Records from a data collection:
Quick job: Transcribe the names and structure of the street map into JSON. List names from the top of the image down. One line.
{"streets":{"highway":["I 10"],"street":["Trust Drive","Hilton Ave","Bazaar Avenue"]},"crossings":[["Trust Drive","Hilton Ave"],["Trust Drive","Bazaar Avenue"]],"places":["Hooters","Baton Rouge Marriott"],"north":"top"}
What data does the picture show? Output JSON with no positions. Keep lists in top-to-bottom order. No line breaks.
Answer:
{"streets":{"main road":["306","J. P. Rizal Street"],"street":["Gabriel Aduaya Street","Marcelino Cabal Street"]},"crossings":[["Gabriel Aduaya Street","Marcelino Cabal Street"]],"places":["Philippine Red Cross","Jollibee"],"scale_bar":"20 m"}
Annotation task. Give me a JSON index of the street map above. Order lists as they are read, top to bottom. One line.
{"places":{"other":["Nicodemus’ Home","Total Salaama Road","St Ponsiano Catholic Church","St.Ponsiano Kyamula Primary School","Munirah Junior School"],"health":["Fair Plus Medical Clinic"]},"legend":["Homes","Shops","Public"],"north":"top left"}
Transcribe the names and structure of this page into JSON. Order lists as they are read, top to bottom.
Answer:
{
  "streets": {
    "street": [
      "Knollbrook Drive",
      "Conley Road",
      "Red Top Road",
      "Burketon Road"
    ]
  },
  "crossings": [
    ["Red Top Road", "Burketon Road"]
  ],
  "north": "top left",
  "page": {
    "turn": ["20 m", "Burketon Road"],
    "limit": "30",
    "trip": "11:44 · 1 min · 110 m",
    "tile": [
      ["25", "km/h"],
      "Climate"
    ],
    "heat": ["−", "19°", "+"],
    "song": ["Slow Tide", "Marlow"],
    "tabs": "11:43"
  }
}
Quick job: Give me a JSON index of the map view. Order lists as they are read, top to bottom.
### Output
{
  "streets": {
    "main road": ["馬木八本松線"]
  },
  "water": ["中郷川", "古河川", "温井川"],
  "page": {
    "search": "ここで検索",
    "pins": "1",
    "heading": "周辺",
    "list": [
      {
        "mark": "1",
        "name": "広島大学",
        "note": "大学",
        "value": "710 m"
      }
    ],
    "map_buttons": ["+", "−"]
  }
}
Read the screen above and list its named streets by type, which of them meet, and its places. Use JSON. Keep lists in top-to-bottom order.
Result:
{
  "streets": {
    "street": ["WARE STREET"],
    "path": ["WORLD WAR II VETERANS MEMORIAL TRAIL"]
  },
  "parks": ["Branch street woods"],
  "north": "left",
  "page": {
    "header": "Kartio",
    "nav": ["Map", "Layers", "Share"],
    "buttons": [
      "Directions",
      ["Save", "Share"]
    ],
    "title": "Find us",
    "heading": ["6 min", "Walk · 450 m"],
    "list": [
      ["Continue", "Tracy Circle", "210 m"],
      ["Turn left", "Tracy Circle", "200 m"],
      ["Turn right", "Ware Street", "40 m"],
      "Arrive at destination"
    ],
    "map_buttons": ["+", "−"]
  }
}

**Assignment**. Quote every entry exactly.

**Task result**.
Quick job: Transcribe the names and structure of the street map into JSON. List names from the top of the image down. One line.
{"streets":{"highway":["I 10"],"street":["Trust Drive","Hilton Ave","Bazaar Avenue"]},"crossings":[["Trust Drive","Hilton Ave"],["Trust Drive","Bazaar Avenue"]],"places":["Hooters","Baton Rouge Marriott"],"north":"top"}
What data does the picture show? Output JSON with no positions. Keep lists in top-to-bottom order. No line breaks.
Answer:
{"streets":{"main road":["306","J. P. Rizal Street"],"street":["Gabriel Aduaya Street","Marcelino Cabal Street"]},"crossings":[["Gabriel Aduaya Street","Marcelino Cabal Street"]],"places":["Philippine Red Cross","Jollibee"],"scale_bar":"20 m"}
Annotation task. Give me a JSON index of the street map above. Order lists as they are read, top to bottom. One line.
{"places":{"other":["Nicodemus’ Home","Total Salaama Road","St Ponsiano Catholic Church","St.Ponsiano Kyamula Primary School","Munirah Junior School"],"health":["Fair Plus Medical Clinic"]},"legend":["Homes","Shops","Public"],"north":"top left"}
Transcribe the names and structure of this page into JSON. Order lists as they are read, top to bottom.
Answer:
{
  "streets": {
    "street": [
      "Knollbrook Drive",
      "Conley Road",
      "Red Top Road",
      "Burketon Road"
    ]
  },
  "crossings": [
    ["Red Top Road", "Burketon Road"]
  ],
  "north": "top left",
  "page": {
    "turn": ["20 m", "Burketon Road"],
    "limit": "30",
    "trip": "11:44 · 1 min · 110 m",
    "tile": [
      ["25", "km/h"],
      "Climate"
    ],
    "heat": ["−", "19°", "+"],
    "song": ["Slow Tide", "Marlow"],
    "tabs": "11:43"
  }
}
Quick job: Give me a JSON index of the map view. Order lists as they are read, top to bottom.
### Output
{
  "streets": {
    "main road": ["馬木八本松線"]
  },
  "water": ["中郷川", "古河川", "温井川"],
  "page": {
    "search": "ここで検索",
    "pins": "1",
    "heading": "周辺",
    "list": [
      {
        "mark": "1",
        "name": "広島大学",
        "note": "大学",
        "value": "710 m"
      }
    ],
    "map_buttons": ["+", "−"]
  }
}
Read the screen above and list its named streets by type, which of them meet, and its places. Use JSON. Keep lists in top-to-bottom order.
Result:
{
  "streets": {
    "street": ["WARE STREET"],
    "path": ["WORLD WAR II VETERANS MEMORIAL TRAIL"]
  },
  "parks": ["Branch street woods"],
  "north": "left",
  "page": {
    "header": "Kartio",
    "nav": ["Map", "Layers", "Share"],
    "buttons": [
      "Directions",
      ["Save", "Share"]
    ],
    "title": "Find us",
    "heading": ["6 min", "Walk · 450 m"],
    "list": [
      ["Continue", "Tracy Circle", "210 m"],
      ["Turn left", "Tracy Circle", "200 m"],
      ["Turn right", "Ware Street", "40 m"],
      "Arrive at destination"
    ],
    "map_buttons": ["+", "−"]
  }
}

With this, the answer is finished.